[Data items]

◇ ◇ ◇ ◇

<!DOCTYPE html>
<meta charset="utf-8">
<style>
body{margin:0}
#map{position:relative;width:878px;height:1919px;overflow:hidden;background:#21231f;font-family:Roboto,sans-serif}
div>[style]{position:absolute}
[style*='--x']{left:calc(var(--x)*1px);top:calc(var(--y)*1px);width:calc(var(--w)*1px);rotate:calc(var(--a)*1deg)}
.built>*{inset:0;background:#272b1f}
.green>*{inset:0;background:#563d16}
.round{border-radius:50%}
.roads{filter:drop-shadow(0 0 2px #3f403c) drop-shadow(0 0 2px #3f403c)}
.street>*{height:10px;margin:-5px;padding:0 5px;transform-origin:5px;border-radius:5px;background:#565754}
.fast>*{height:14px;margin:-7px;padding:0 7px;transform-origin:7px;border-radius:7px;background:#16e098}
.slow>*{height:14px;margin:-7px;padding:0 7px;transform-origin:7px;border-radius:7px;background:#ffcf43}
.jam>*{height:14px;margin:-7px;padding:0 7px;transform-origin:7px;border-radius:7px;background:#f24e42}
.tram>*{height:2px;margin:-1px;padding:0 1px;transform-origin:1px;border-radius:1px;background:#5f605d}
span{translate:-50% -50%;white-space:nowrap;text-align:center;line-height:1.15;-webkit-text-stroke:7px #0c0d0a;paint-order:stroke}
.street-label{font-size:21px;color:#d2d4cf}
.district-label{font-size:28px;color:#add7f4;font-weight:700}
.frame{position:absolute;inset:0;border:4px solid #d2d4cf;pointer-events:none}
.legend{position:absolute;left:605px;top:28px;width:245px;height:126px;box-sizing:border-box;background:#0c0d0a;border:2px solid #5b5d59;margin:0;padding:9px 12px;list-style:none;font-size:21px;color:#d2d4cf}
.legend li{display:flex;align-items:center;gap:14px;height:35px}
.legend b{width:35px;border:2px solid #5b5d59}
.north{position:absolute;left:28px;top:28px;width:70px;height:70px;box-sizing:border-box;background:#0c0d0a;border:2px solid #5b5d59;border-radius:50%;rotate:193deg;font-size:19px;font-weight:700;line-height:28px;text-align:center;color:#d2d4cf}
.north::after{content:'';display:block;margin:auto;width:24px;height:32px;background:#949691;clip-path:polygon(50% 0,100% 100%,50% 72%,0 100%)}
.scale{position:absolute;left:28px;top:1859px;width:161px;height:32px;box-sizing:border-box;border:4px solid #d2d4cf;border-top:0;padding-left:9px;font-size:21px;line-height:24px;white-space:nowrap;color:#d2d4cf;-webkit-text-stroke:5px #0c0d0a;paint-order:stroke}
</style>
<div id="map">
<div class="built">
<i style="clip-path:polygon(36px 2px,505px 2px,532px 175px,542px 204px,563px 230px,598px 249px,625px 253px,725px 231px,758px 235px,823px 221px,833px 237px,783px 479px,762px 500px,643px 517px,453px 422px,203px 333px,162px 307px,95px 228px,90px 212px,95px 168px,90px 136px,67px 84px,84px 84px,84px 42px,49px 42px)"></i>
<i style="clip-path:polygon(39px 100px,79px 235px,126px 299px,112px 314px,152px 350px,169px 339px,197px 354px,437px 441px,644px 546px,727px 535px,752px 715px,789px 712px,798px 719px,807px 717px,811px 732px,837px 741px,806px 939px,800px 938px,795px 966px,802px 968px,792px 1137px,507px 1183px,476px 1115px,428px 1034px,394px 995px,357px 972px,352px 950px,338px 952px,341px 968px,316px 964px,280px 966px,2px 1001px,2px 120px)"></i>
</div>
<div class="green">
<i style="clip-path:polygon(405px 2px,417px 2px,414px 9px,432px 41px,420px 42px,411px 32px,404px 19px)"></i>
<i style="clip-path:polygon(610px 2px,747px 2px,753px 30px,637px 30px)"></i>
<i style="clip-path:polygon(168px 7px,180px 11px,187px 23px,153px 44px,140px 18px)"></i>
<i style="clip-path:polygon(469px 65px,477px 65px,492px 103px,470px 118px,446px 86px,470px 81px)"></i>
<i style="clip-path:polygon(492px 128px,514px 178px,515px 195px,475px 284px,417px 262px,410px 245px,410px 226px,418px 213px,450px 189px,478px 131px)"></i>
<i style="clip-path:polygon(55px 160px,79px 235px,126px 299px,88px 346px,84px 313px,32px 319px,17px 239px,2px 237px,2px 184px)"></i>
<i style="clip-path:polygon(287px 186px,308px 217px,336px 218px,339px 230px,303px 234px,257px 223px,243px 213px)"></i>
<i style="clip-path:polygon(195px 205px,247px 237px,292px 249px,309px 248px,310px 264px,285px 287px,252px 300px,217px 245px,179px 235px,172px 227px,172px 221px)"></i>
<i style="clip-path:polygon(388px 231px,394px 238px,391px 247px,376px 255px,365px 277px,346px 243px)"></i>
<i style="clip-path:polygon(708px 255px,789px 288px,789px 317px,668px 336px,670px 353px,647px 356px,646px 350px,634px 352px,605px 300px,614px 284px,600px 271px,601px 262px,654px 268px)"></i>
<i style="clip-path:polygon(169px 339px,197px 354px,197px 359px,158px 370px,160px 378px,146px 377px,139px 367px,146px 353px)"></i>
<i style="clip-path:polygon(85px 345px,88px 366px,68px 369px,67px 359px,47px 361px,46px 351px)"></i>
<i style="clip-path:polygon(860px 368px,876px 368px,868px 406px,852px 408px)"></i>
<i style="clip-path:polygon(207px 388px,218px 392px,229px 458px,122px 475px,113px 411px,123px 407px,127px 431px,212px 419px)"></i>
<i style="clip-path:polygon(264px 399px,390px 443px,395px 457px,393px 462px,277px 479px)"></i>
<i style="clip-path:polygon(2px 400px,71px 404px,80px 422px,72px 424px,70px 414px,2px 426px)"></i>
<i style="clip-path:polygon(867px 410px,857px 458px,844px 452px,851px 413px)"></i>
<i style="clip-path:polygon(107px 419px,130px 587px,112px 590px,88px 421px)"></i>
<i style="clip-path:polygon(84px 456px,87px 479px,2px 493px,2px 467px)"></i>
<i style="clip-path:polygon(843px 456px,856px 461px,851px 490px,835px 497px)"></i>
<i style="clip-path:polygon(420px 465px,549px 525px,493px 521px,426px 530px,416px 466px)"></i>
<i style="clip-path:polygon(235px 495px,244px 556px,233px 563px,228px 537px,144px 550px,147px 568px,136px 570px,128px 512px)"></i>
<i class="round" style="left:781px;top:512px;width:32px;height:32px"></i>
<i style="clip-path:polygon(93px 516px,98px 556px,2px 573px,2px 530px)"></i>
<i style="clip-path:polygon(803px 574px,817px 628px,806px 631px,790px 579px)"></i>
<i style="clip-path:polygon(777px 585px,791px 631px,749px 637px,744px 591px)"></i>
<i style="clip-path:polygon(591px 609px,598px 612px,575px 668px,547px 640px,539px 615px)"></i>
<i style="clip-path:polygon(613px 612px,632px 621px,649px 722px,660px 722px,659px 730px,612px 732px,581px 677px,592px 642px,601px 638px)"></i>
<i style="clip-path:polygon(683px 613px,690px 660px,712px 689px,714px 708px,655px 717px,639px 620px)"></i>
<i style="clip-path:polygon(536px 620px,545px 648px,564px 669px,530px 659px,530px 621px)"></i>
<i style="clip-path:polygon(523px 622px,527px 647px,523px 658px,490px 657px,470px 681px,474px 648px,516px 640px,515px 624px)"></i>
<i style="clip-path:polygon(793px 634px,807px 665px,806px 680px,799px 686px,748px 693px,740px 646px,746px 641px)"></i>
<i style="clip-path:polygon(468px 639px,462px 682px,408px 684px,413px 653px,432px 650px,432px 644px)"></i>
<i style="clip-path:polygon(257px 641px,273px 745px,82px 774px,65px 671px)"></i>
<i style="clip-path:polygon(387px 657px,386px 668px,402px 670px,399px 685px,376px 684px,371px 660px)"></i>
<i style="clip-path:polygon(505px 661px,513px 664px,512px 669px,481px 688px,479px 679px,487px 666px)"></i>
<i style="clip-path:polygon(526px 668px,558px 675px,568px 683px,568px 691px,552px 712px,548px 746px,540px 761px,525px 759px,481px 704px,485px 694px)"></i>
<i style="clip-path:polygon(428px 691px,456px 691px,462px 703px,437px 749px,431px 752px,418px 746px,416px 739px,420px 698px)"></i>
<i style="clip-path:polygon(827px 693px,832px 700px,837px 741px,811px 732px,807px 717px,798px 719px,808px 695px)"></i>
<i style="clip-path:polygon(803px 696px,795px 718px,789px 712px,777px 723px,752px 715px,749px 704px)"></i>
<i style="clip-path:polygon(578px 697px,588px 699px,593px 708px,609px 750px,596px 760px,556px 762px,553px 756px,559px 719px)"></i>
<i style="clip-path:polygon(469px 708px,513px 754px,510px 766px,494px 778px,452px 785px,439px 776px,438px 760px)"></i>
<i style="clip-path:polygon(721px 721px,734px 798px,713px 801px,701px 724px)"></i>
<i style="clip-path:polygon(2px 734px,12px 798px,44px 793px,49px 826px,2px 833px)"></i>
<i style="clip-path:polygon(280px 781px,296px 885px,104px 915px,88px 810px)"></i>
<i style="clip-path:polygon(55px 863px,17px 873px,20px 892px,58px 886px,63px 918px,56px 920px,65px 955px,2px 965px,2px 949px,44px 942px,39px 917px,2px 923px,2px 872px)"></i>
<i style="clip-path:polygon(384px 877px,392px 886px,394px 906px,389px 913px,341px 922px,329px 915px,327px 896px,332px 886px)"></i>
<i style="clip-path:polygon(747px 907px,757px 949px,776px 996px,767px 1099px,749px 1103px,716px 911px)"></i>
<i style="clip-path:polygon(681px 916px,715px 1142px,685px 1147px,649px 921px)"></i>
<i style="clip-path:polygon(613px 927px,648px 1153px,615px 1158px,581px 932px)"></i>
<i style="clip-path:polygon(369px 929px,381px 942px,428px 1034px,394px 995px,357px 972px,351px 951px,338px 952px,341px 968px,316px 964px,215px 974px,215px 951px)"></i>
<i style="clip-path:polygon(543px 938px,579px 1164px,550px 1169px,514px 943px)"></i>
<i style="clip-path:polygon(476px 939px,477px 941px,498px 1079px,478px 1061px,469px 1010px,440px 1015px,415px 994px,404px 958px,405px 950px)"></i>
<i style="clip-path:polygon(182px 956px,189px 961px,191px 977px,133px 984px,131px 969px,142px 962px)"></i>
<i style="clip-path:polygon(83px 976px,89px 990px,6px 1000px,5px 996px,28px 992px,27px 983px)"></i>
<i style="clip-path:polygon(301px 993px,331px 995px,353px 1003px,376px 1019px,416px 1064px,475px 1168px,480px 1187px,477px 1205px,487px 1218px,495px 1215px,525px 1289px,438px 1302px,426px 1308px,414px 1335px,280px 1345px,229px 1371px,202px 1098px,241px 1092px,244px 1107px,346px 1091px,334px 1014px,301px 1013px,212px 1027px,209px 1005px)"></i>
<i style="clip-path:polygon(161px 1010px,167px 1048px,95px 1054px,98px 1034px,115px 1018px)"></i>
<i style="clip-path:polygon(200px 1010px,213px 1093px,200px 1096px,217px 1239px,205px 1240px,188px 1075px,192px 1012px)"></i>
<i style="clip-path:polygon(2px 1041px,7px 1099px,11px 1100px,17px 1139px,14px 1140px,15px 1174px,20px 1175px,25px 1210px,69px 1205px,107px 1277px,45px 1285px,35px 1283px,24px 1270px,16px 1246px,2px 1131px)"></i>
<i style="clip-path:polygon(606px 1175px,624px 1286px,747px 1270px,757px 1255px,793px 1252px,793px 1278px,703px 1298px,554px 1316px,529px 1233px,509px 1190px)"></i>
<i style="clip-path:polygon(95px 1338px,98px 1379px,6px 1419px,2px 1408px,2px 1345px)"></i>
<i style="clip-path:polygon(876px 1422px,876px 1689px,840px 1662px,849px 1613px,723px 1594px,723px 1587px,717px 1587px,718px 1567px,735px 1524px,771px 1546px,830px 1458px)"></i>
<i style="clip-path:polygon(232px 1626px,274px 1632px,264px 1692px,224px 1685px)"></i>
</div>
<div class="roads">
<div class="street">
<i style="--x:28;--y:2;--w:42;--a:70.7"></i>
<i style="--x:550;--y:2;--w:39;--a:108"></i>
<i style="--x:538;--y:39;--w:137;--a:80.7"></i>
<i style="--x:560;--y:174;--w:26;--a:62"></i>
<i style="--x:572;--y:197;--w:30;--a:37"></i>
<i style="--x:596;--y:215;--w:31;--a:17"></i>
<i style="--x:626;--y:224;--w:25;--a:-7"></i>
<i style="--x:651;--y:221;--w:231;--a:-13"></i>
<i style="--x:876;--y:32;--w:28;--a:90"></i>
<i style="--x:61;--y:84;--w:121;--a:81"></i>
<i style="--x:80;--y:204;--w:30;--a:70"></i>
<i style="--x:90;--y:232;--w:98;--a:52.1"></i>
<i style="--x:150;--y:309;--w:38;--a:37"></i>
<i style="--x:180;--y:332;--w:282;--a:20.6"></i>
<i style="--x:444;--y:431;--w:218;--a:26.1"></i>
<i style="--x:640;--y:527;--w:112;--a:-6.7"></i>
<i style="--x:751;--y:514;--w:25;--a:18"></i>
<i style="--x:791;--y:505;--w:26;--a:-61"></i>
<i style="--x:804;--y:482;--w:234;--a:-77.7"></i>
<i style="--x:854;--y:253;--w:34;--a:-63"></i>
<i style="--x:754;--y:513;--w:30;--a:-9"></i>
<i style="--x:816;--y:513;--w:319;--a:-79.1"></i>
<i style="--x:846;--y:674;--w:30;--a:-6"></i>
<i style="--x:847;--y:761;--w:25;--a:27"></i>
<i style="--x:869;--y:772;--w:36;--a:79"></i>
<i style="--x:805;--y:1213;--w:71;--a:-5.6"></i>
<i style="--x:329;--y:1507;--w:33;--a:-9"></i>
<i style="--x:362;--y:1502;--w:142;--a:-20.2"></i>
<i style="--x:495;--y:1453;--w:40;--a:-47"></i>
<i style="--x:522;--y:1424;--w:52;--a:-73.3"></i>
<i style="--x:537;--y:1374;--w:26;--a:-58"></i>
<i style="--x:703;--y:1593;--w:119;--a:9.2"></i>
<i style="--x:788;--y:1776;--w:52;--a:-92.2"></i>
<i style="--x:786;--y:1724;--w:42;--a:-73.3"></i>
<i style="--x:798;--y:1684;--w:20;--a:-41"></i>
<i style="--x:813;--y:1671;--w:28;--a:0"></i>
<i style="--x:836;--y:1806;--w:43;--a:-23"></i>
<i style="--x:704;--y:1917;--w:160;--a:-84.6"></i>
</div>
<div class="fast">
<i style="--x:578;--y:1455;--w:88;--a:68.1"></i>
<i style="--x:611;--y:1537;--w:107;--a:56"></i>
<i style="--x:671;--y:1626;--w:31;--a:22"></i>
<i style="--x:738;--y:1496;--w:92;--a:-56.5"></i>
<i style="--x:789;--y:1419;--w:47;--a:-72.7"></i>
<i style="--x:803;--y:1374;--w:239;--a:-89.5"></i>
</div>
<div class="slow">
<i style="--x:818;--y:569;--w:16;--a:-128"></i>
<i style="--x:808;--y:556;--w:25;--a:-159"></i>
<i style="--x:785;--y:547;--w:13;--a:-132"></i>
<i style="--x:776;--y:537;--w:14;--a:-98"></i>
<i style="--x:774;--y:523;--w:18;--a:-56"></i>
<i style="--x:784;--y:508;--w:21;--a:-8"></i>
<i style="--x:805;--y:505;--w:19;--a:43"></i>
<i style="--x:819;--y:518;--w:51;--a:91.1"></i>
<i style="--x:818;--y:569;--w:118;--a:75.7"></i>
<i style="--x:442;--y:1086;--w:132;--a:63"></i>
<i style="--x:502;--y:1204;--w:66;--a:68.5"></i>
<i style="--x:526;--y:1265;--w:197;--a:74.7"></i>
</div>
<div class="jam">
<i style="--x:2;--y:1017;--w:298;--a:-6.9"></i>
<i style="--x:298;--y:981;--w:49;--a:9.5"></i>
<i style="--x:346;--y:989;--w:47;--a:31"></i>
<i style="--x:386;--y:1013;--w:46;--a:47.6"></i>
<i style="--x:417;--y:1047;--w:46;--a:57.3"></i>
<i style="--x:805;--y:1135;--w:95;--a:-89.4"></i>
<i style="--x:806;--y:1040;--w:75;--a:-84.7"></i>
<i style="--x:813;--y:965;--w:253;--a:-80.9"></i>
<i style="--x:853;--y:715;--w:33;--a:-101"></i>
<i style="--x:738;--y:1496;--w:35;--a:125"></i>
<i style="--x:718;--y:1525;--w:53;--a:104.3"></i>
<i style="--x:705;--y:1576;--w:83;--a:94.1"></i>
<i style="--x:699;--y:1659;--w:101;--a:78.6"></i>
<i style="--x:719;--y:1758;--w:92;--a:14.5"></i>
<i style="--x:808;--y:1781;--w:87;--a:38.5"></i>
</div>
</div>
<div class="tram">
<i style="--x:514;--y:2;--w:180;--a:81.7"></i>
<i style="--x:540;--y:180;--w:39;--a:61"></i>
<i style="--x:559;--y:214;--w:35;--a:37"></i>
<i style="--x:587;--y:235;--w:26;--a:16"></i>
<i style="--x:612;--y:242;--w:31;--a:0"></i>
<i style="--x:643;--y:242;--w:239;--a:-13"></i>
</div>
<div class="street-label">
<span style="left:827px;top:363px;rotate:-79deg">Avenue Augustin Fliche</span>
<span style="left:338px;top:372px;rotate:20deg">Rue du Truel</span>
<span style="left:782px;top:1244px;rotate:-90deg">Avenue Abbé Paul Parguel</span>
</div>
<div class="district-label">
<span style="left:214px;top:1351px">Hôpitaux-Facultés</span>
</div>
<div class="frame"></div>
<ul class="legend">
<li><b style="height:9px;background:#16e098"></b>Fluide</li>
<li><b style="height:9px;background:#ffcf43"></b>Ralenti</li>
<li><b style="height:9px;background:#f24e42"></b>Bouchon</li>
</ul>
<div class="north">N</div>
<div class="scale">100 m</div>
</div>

◇ ◇ ◇ ◇

AIM OF THE TASK —
The expected answer is each line of the records above that includes the string "roads".

RESPONSE TO THE EXERCISE —
.roads{filter:drop-shadow(0 0 2px #3f403c) drop-shadow(0 0 2px #3f403c)}
<div class="roads">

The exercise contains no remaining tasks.